Wu Yi was preceded by former vice-premier and central bank president Chen Huhua, an alternate member from 1977-1987, and succeeded by Liu Yandong, a former vice-premier in charge of education, culture, health and United Front Work, who served as a Politburo member from 2007-2017.
Pitzer College’s Liu said the glass ceiling in China’s politics is a result of its top-down patriarchal political system, with little room for influence from the public or outside the party.
Unlike the US, which saw a record number of women elected to Congress in the 2018 midterm elections after the #MeToo movement, China has no avenue for social movements to influence politics, she said.
Where’s the equality?
Official statistics show gender inequality becomes more acute at the higher levels of the power hierarchy, despite the hailing of equality as one of the party’s key achievements.
Female politicians are typically placed in less prominent jobs at lower levels, which makes their track record look weak compared to their male counterparts.

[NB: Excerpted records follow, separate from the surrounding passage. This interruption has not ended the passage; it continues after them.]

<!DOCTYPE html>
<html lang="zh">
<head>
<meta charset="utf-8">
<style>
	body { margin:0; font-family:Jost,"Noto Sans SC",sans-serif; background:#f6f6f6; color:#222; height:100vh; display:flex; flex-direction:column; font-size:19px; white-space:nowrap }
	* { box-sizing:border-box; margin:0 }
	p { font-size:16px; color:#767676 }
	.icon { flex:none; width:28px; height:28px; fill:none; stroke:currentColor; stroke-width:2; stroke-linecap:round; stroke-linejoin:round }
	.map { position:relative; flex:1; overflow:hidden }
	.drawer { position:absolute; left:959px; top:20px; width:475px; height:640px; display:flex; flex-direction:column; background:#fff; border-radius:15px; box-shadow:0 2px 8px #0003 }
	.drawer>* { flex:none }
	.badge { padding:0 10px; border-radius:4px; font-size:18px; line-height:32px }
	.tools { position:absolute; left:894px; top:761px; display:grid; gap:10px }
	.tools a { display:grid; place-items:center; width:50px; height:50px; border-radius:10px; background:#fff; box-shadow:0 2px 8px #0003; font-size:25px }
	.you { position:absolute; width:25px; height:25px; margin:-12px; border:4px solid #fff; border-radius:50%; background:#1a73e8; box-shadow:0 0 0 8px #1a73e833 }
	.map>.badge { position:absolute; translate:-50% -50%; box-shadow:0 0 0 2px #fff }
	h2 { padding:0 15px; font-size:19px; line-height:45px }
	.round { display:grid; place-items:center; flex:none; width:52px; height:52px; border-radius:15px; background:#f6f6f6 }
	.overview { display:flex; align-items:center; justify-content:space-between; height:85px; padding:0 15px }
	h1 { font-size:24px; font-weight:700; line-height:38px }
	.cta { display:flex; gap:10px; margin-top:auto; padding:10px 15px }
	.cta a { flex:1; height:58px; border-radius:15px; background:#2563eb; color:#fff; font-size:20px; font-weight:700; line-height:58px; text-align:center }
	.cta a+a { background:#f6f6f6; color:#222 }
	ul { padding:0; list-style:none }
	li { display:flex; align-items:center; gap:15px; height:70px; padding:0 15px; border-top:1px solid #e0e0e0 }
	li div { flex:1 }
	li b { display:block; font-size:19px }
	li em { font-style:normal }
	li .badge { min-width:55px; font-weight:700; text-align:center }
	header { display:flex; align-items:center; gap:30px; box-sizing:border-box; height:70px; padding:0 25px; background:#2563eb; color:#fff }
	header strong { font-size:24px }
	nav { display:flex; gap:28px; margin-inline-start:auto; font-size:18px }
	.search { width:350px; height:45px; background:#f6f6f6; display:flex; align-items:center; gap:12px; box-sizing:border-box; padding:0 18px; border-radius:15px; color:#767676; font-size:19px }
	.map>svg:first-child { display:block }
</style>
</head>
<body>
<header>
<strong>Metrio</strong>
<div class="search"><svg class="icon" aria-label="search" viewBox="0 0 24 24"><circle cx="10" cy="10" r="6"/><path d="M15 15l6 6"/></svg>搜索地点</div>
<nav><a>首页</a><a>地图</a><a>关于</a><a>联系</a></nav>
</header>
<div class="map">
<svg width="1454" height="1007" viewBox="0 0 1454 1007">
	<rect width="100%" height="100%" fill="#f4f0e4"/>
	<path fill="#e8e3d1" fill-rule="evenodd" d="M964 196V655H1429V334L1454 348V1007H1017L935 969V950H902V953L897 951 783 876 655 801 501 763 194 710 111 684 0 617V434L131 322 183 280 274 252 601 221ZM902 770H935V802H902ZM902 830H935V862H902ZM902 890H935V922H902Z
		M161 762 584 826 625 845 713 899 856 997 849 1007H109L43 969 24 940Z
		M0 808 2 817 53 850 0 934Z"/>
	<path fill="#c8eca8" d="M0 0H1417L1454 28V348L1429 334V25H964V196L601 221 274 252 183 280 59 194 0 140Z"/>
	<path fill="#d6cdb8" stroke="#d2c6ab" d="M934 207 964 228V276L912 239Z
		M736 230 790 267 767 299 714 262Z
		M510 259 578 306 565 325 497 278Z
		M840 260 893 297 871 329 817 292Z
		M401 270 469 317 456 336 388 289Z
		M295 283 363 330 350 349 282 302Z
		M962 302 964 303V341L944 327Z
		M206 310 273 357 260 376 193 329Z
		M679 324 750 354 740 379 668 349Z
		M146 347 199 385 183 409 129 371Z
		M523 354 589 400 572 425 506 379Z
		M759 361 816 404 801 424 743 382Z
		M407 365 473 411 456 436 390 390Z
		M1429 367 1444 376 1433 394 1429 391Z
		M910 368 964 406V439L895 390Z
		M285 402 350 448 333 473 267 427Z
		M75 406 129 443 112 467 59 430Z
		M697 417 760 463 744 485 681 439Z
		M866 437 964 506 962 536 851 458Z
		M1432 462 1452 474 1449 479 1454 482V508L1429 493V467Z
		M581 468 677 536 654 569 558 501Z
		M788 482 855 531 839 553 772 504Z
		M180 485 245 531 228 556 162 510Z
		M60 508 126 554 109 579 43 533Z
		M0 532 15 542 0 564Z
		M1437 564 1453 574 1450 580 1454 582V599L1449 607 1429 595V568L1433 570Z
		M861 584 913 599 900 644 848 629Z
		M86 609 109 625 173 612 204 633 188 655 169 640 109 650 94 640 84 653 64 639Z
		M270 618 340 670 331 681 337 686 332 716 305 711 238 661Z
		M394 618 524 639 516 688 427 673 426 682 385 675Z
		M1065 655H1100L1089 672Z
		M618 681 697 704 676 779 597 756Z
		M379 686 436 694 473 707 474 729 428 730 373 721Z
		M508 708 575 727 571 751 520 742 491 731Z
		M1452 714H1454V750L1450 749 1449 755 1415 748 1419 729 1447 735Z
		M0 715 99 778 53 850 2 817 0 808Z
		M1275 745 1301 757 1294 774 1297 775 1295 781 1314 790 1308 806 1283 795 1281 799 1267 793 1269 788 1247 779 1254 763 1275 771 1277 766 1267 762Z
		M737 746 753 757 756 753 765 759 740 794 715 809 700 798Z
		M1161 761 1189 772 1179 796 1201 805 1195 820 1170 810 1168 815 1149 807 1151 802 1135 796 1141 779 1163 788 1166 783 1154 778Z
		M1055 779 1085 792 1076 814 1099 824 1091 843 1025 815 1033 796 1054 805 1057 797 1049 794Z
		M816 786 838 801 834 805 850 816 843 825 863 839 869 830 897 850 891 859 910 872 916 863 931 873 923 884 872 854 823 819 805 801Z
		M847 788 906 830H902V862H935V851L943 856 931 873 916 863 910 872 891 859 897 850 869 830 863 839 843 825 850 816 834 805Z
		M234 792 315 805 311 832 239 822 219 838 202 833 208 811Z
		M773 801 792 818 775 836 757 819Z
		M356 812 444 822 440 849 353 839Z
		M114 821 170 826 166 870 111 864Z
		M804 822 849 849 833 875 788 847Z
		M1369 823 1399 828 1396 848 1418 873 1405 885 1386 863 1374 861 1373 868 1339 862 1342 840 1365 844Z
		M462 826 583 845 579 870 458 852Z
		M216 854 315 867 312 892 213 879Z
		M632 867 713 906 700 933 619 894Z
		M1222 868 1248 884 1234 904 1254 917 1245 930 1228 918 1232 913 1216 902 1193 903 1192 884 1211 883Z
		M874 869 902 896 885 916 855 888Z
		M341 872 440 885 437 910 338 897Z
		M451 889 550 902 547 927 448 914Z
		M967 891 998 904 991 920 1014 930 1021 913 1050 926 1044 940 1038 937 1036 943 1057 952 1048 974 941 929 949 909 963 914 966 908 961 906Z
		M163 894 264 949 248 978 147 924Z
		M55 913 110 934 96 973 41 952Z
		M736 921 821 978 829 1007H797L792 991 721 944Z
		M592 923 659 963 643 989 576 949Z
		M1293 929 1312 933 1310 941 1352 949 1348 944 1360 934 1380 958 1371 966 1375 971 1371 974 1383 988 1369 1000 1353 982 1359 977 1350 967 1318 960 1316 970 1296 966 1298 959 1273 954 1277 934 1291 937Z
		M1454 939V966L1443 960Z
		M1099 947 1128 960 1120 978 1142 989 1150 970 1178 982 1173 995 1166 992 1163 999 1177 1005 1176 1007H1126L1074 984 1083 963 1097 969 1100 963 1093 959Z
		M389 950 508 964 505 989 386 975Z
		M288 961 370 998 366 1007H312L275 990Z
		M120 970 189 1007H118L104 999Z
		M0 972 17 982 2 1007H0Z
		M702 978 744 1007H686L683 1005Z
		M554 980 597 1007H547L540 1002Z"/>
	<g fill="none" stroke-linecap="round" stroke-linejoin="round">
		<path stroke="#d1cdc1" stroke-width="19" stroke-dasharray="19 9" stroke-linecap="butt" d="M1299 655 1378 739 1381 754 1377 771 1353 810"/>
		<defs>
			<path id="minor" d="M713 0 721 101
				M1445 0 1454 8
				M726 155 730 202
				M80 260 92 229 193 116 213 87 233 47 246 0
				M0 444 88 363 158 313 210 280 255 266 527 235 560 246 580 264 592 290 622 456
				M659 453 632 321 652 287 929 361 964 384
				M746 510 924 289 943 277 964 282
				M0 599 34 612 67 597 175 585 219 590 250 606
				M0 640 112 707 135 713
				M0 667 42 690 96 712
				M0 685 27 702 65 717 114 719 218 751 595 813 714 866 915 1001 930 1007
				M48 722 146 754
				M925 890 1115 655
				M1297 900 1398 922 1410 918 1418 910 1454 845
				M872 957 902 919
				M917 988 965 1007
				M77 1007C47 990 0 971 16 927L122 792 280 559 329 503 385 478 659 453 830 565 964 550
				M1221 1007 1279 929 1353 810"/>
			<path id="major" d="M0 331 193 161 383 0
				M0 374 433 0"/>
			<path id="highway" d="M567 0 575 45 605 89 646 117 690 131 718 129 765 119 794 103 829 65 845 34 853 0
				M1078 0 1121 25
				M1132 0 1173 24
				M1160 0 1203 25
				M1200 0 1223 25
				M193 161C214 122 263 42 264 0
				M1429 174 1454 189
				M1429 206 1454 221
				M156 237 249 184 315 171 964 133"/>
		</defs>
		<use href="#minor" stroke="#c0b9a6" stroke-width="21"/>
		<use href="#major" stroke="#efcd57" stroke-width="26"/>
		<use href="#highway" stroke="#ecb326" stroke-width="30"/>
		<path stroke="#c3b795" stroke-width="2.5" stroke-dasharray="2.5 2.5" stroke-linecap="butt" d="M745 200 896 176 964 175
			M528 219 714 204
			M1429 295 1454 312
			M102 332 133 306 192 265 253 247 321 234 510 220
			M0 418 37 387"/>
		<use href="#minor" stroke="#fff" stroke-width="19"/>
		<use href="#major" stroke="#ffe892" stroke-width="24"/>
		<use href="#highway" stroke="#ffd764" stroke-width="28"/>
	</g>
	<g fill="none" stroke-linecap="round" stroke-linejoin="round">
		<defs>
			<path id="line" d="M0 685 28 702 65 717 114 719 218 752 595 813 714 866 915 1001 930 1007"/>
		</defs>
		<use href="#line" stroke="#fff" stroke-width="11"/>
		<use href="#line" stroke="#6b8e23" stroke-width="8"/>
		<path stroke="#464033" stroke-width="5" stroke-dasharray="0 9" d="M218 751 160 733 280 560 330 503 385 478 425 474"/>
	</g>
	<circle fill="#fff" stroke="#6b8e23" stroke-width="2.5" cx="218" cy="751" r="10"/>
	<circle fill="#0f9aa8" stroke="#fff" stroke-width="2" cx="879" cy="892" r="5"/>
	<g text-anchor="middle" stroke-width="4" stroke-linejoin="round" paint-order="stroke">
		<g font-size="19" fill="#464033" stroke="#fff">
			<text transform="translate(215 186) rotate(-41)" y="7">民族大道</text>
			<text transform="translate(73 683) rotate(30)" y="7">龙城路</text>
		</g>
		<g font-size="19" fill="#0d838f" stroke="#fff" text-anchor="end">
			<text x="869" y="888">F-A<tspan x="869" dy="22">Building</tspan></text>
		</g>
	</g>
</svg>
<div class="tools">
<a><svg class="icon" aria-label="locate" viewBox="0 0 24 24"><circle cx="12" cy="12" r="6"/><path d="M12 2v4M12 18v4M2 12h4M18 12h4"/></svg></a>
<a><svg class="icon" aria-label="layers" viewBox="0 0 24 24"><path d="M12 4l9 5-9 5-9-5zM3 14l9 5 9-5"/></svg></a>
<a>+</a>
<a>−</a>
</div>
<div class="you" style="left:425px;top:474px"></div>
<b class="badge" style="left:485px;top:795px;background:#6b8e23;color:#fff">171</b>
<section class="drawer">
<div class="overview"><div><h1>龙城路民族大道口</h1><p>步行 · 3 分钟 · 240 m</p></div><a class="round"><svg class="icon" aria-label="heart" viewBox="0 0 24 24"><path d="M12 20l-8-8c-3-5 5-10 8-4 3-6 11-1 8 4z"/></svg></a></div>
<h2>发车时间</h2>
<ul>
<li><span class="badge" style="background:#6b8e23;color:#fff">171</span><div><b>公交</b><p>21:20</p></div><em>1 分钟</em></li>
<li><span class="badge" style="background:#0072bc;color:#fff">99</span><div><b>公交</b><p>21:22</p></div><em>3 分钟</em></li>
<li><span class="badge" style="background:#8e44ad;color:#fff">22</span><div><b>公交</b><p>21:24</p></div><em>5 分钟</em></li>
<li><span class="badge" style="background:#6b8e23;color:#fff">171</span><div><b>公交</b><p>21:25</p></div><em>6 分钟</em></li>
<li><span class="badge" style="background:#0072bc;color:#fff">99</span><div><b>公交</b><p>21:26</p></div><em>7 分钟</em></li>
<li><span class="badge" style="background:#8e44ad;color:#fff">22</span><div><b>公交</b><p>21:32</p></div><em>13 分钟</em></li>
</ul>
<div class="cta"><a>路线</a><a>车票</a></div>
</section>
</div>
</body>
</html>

Women make up 49 per cent of China’s 1.4 billion population, but less than one-third of the party’s more than 95 million members are females.
A tally by the South China Morning Post shows women hold just 30 of the full and alternate 370-plus seats of the 19th Central Committee, and the percentage drops to a paltry 4 per cent in the Politburo.
Liu also noted that, at county and municipal levels, women make up only about 5 to 8 per cent of the total leadership, with the vast majority in deputy roles.
In 2010, the foreign ministry’s female vice-minister Fu Ying addressed the issue at a forum on women and urban development in Shanghai.
Despite great strides in advancing gender equality, the thinking that women are inferior continued to stymie female political participation, she said. “For many women, their sky is still low and their wings and furs are still thin.”
According to Liu, who received her PhD in political science from Columbia University, the equality advocated in China since the Mao era has been mainly confined to giving both genders the same space in the public sphere, but has not extended to political selection.
“To put it bluntly, everyone has the right to serve the country, but it does not mean they are treated equally. Women’s participation in politics at the grass-roots level has been on a certain scale, but in most cases, they are not part of the leadership group,” she said.
“So while more [Chinese] women are now becoming aware of their rights, it is difficult to make changes in elite politics in a timely manner.”
Liu said the absence of women at the highest levels of decision-making “inevitably leads to a lack of women’s perspective in many macro policies, to the detriment of women’s rights”.
“The root of the problem is that even if there are more women decision-makers at the top, they do not have the structural incentive to speak out for women because doing so does not necessarily bring them political benefits.”